Data supplied –
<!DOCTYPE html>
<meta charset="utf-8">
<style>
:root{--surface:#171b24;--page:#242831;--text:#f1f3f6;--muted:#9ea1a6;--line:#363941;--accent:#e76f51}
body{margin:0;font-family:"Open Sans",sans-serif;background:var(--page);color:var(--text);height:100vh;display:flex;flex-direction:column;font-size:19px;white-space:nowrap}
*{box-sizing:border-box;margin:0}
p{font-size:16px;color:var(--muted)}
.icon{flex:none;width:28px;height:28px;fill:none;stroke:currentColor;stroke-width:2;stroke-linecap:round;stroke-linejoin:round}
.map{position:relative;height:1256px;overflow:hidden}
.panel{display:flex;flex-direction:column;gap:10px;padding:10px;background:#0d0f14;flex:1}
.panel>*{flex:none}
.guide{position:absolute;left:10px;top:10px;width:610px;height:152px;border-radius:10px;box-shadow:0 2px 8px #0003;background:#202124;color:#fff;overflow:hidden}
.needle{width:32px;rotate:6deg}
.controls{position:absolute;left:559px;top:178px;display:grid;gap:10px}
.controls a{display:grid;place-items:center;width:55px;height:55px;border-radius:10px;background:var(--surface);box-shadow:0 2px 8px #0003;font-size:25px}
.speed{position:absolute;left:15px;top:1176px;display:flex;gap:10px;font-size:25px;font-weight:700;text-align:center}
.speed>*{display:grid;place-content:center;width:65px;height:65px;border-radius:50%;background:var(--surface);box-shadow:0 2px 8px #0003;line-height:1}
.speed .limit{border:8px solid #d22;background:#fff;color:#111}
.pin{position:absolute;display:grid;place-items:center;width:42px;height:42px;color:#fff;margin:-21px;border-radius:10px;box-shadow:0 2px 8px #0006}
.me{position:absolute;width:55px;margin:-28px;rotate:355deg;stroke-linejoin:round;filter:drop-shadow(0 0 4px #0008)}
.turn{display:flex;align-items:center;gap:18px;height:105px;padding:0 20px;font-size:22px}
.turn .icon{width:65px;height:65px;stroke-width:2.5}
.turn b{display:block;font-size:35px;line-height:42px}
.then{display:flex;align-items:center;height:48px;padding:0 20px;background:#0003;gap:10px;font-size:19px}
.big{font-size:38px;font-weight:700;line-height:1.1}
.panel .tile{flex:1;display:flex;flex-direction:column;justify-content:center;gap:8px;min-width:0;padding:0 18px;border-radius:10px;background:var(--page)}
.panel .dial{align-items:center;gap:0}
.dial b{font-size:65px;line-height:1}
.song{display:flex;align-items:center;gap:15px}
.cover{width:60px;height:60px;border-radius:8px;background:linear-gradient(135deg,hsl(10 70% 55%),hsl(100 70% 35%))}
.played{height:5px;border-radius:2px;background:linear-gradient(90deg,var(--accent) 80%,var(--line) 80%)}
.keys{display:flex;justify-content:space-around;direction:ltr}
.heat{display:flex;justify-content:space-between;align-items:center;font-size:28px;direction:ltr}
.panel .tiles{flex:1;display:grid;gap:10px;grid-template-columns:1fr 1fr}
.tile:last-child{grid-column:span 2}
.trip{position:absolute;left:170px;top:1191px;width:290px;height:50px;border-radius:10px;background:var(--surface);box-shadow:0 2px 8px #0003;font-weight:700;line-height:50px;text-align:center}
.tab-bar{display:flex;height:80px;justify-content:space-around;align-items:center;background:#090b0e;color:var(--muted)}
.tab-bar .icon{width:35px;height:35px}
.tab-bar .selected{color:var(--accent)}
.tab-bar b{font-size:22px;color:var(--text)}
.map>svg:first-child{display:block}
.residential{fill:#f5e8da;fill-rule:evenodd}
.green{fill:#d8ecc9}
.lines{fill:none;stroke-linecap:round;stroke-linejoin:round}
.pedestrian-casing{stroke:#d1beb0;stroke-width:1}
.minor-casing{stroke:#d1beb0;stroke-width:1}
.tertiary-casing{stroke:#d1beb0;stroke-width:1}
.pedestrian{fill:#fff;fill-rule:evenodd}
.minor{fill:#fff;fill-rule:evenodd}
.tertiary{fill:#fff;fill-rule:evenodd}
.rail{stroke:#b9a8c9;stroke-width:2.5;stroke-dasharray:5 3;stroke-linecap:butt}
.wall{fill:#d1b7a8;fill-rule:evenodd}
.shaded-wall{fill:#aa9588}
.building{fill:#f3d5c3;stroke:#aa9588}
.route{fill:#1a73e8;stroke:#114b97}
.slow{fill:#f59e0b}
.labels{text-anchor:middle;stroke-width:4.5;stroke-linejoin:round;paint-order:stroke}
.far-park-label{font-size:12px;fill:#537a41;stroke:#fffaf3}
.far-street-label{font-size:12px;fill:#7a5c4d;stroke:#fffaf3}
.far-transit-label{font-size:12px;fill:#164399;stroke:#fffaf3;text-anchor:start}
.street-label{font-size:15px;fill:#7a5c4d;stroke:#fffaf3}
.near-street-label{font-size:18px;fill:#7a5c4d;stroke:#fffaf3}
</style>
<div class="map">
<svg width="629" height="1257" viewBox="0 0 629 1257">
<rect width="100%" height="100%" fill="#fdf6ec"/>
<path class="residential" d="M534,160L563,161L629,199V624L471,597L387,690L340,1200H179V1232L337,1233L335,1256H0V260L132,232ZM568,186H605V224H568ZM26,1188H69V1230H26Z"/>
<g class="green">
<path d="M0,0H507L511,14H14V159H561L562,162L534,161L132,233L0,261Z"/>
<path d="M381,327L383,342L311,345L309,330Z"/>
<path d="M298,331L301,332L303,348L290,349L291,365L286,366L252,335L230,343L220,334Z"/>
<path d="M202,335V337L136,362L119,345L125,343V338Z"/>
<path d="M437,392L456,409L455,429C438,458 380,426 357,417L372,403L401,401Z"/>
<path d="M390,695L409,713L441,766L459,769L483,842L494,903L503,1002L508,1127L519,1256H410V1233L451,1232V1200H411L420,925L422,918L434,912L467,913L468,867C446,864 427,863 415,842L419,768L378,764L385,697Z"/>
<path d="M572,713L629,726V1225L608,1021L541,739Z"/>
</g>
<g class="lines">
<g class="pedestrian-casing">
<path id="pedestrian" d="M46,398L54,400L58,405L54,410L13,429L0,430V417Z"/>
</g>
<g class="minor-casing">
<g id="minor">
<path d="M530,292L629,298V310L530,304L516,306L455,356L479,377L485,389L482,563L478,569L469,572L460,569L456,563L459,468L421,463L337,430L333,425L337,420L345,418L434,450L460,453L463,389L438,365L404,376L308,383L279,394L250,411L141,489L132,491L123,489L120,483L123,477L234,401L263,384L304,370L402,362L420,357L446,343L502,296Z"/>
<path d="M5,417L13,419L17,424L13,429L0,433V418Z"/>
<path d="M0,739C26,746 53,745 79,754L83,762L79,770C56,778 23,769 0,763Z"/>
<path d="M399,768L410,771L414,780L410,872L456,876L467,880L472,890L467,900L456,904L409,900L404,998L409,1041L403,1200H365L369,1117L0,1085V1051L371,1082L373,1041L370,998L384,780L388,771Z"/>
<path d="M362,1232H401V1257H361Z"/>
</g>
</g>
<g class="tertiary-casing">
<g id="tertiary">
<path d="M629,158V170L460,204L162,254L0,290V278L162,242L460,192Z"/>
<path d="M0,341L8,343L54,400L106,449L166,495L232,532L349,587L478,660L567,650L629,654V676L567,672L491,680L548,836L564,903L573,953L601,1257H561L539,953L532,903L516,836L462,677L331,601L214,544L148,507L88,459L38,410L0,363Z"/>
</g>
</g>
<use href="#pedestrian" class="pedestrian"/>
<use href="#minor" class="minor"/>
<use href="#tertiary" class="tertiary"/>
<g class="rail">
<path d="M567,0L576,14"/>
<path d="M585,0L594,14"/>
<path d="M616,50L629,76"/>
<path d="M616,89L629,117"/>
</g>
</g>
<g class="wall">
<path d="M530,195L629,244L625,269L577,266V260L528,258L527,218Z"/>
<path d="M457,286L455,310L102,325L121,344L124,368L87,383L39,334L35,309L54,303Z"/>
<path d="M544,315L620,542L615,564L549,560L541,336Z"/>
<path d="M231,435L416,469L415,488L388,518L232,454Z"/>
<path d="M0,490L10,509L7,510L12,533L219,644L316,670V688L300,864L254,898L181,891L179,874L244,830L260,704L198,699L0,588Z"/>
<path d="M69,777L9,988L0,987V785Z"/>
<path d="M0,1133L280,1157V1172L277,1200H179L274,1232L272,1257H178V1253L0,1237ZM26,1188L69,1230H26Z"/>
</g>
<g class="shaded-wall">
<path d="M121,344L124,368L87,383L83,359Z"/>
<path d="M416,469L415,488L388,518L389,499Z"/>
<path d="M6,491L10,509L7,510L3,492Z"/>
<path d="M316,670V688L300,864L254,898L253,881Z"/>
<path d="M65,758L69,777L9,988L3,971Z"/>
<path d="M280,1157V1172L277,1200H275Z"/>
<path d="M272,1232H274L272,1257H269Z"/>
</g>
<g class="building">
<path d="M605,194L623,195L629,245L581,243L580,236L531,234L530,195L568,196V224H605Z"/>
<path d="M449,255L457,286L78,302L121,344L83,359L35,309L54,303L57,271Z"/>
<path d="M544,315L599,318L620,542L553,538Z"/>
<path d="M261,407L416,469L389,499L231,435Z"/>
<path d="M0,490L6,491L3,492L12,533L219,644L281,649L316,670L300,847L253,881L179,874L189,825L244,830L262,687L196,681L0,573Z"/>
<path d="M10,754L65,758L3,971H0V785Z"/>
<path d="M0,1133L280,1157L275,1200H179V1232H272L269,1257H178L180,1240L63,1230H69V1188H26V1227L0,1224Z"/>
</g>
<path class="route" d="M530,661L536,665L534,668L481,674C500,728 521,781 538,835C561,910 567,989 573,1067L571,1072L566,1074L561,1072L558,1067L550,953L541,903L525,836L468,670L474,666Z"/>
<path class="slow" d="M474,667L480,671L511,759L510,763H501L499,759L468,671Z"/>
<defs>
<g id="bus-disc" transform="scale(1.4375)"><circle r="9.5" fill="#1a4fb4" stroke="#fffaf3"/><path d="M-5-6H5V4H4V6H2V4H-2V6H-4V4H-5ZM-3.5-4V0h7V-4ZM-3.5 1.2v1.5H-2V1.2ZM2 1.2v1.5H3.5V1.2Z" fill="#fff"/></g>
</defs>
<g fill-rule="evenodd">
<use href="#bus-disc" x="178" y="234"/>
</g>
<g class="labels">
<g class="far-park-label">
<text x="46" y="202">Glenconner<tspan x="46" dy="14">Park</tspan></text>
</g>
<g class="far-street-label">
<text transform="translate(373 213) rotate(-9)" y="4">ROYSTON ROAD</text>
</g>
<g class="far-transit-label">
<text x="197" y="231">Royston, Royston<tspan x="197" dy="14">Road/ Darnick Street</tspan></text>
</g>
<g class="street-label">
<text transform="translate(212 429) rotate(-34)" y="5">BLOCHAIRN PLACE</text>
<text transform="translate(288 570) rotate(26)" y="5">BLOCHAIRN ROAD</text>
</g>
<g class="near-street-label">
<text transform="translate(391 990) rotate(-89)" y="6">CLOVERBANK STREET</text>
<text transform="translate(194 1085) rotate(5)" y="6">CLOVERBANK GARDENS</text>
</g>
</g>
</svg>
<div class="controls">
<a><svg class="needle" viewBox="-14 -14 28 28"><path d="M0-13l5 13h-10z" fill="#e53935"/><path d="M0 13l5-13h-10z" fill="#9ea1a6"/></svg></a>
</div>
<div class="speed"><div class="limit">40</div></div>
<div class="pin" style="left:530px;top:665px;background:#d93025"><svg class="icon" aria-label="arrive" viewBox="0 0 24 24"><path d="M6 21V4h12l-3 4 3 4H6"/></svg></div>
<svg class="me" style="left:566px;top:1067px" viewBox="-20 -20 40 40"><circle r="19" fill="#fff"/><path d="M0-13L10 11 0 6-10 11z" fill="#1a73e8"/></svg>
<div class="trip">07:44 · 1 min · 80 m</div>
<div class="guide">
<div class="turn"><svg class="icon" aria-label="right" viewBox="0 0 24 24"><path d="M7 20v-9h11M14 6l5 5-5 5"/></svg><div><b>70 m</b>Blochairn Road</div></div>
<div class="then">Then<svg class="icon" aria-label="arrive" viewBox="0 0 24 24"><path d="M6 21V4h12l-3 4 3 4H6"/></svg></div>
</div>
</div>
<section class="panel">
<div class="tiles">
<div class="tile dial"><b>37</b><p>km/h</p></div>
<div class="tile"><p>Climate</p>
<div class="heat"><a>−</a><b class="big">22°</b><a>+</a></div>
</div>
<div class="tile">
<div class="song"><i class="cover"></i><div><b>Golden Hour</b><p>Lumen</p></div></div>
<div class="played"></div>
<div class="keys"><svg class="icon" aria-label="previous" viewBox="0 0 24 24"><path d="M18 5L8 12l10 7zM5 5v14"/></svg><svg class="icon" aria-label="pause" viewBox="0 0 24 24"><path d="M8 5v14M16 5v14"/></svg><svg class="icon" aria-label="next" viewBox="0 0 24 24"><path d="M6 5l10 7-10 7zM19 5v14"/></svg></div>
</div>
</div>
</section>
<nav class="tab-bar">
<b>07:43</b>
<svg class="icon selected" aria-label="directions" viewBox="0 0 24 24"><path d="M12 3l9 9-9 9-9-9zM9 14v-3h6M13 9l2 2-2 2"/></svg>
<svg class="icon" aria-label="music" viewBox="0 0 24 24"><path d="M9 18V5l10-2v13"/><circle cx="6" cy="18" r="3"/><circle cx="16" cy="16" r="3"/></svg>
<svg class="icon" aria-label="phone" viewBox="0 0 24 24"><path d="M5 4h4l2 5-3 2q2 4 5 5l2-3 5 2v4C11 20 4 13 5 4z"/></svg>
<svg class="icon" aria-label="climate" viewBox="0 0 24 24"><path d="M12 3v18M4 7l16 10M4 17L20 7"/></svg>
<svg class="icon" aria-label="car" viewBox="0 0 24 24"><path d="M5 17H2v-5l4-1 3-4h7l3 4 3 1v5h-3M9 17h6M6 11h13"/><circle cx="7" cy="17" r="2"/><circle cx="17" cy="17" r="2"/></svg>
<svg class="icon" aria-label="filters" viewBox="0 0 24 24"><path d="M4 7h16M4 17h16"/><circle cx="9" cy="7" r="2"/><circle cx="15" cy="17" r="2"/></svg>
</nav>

What you should do – In the entries above, count each line with "played"; reply with the total only.

Exercise response – 2